(Collected data)
Content starts

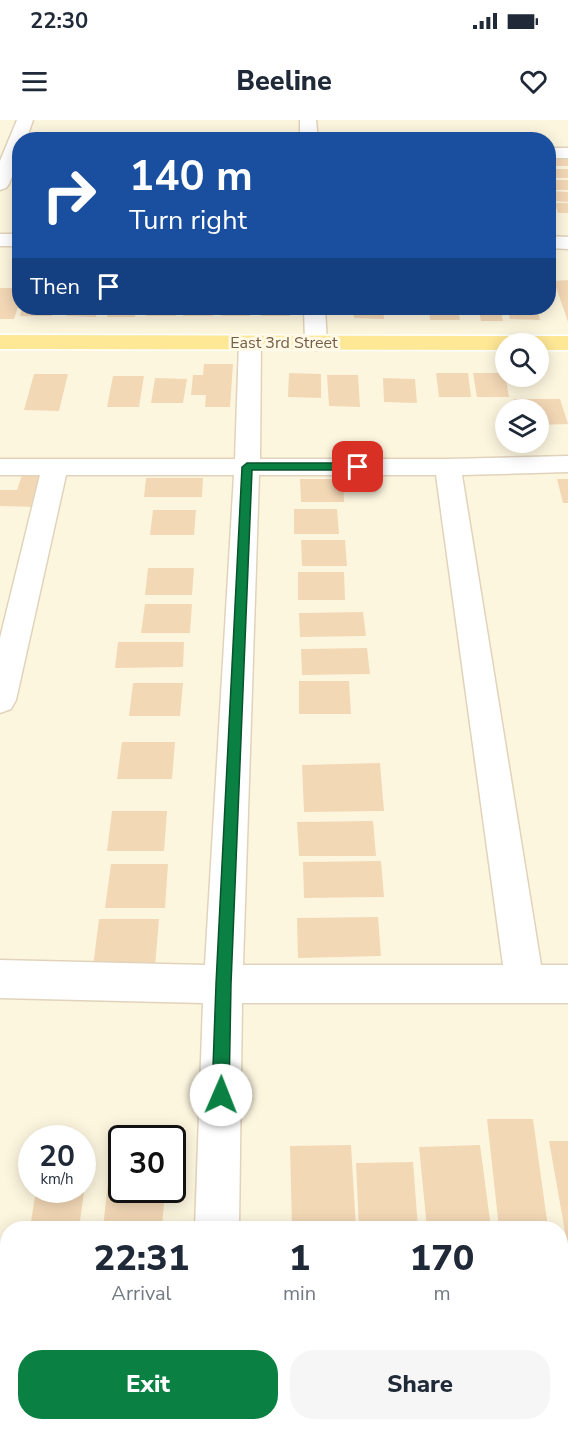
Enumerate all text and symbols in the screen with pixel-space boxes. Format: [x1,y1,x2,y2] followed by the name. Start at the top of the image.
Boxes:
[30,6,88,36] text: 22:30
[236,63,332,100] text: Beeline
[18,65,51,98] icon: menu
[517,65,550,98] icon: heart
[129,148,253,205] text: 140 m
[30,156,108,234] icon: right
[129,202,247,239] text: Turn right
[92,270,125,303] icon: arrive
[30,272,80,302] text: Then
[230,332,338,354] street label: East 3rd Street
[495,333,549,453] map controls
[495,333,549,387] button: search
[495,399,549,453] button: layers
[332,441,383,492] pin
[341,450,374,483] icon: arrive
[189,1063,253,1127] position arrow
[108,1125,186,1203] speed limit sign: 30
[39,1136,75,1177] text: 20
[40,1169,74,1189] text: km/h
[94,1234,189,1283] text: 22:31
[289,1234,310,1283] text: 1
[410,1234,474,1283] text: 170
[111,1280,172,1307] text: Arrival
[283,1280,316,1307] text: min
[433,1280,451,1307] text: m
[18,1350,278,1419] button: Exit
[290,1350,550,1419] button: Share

Content ends
Content starts

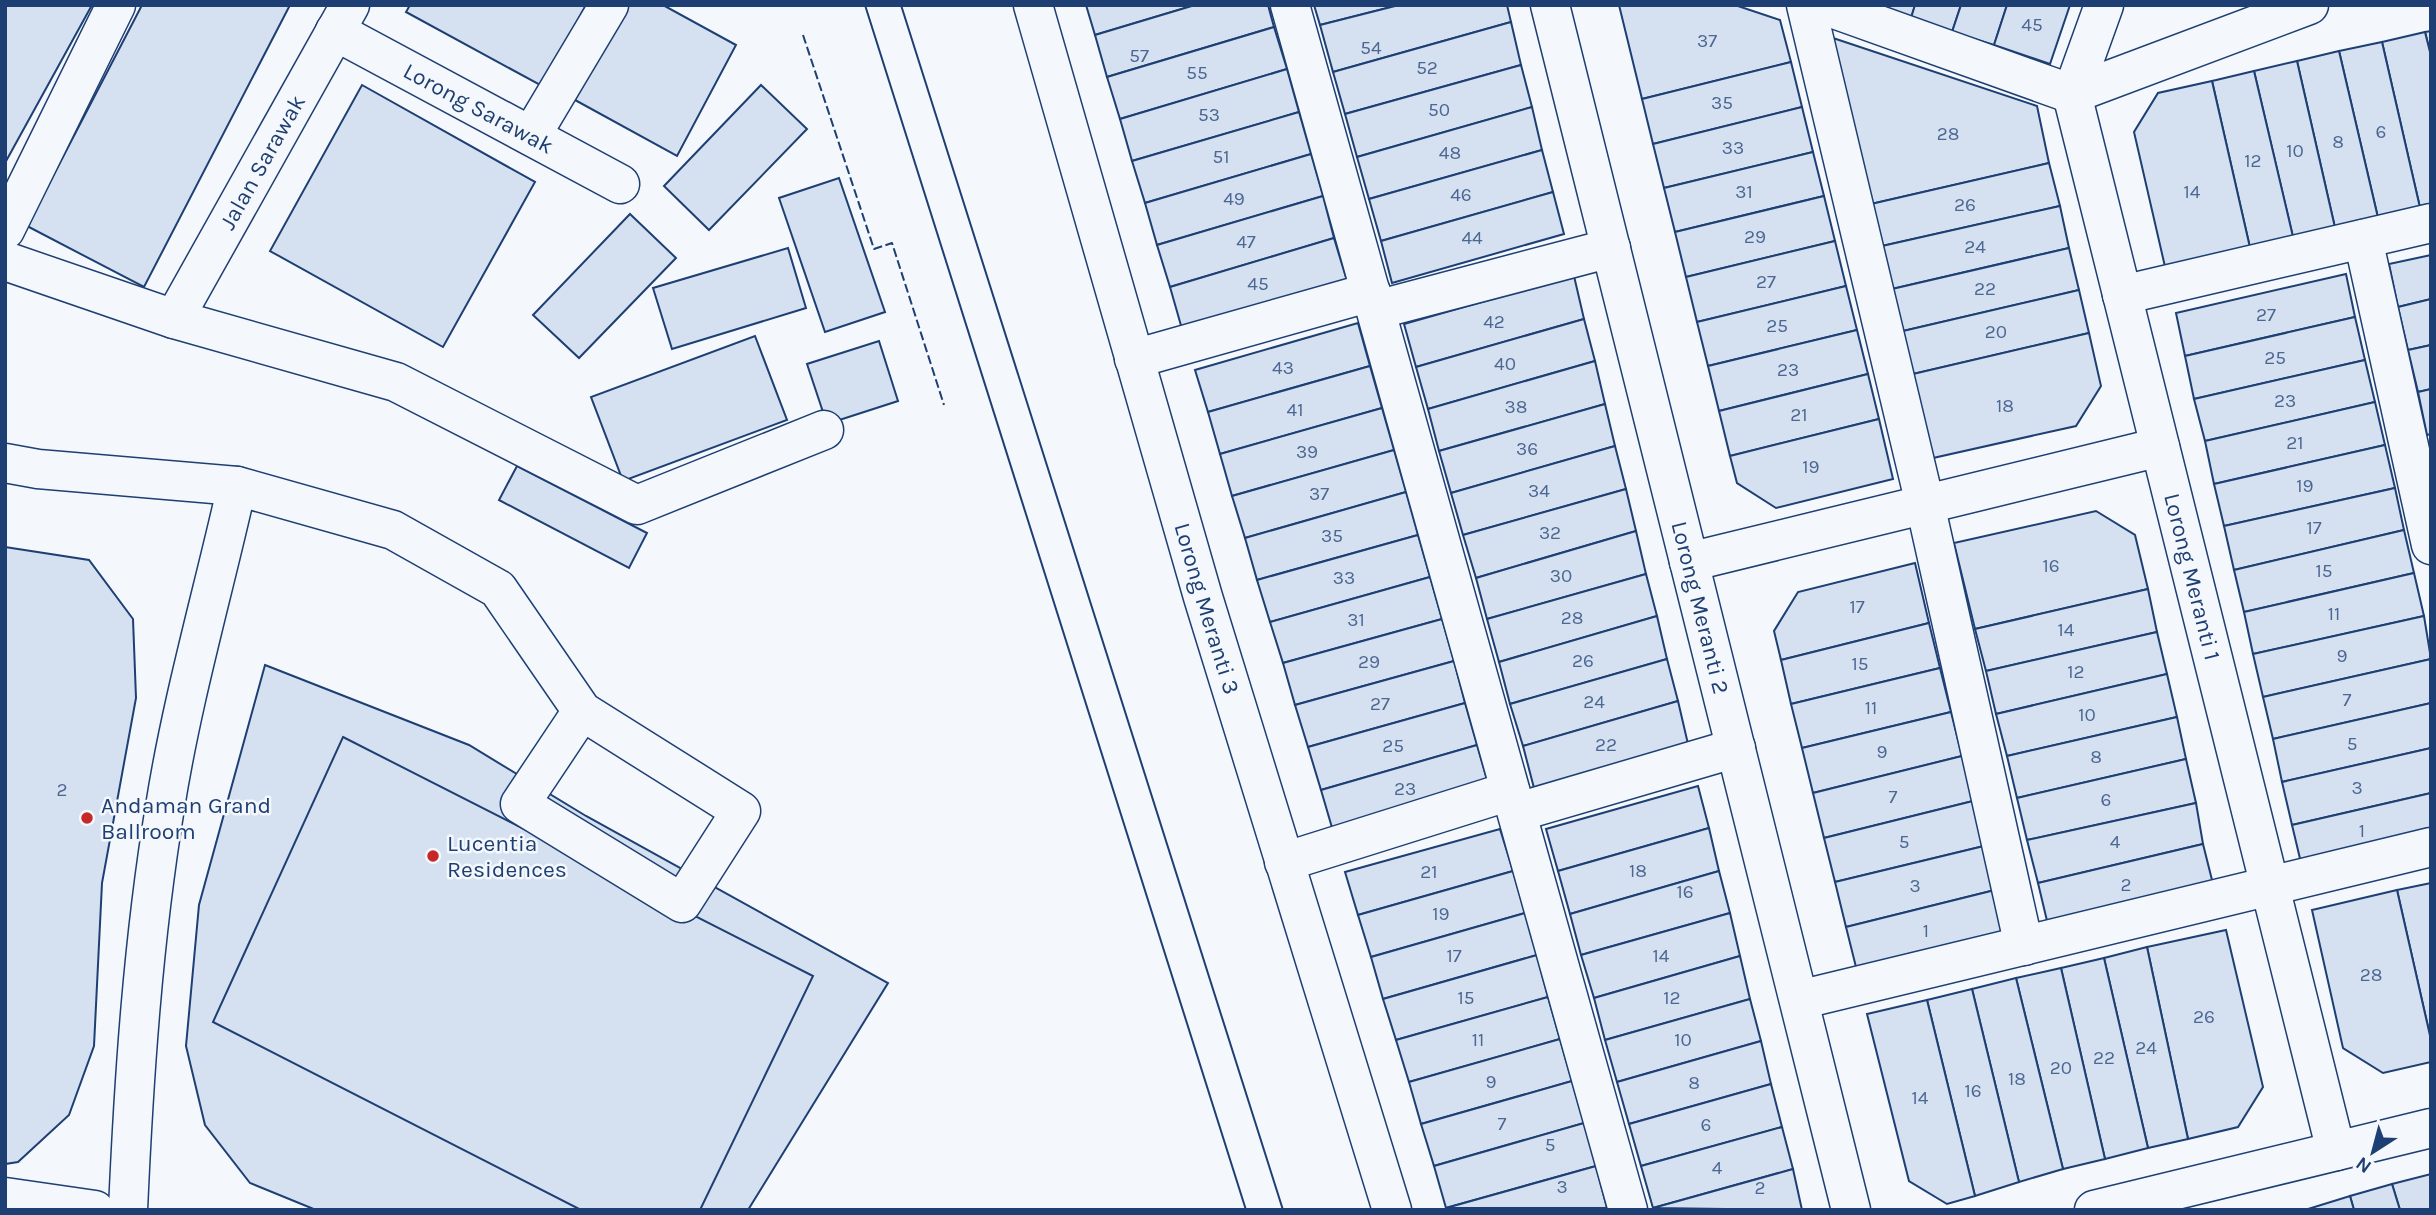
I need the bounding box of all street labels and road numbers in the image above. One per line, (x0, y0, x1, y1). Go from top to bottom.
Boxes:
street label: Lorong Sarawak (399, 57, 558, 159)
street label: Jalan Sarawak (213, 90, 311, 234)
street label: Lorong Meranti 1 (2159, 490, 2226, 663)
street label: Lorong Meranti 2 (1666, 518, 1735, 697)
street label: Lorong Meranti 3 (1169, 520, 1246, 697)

Content ends

__Exercise brief__
Give the count of lines in the data above holding the word "image", and nothing beyond it.

__Solution below__
2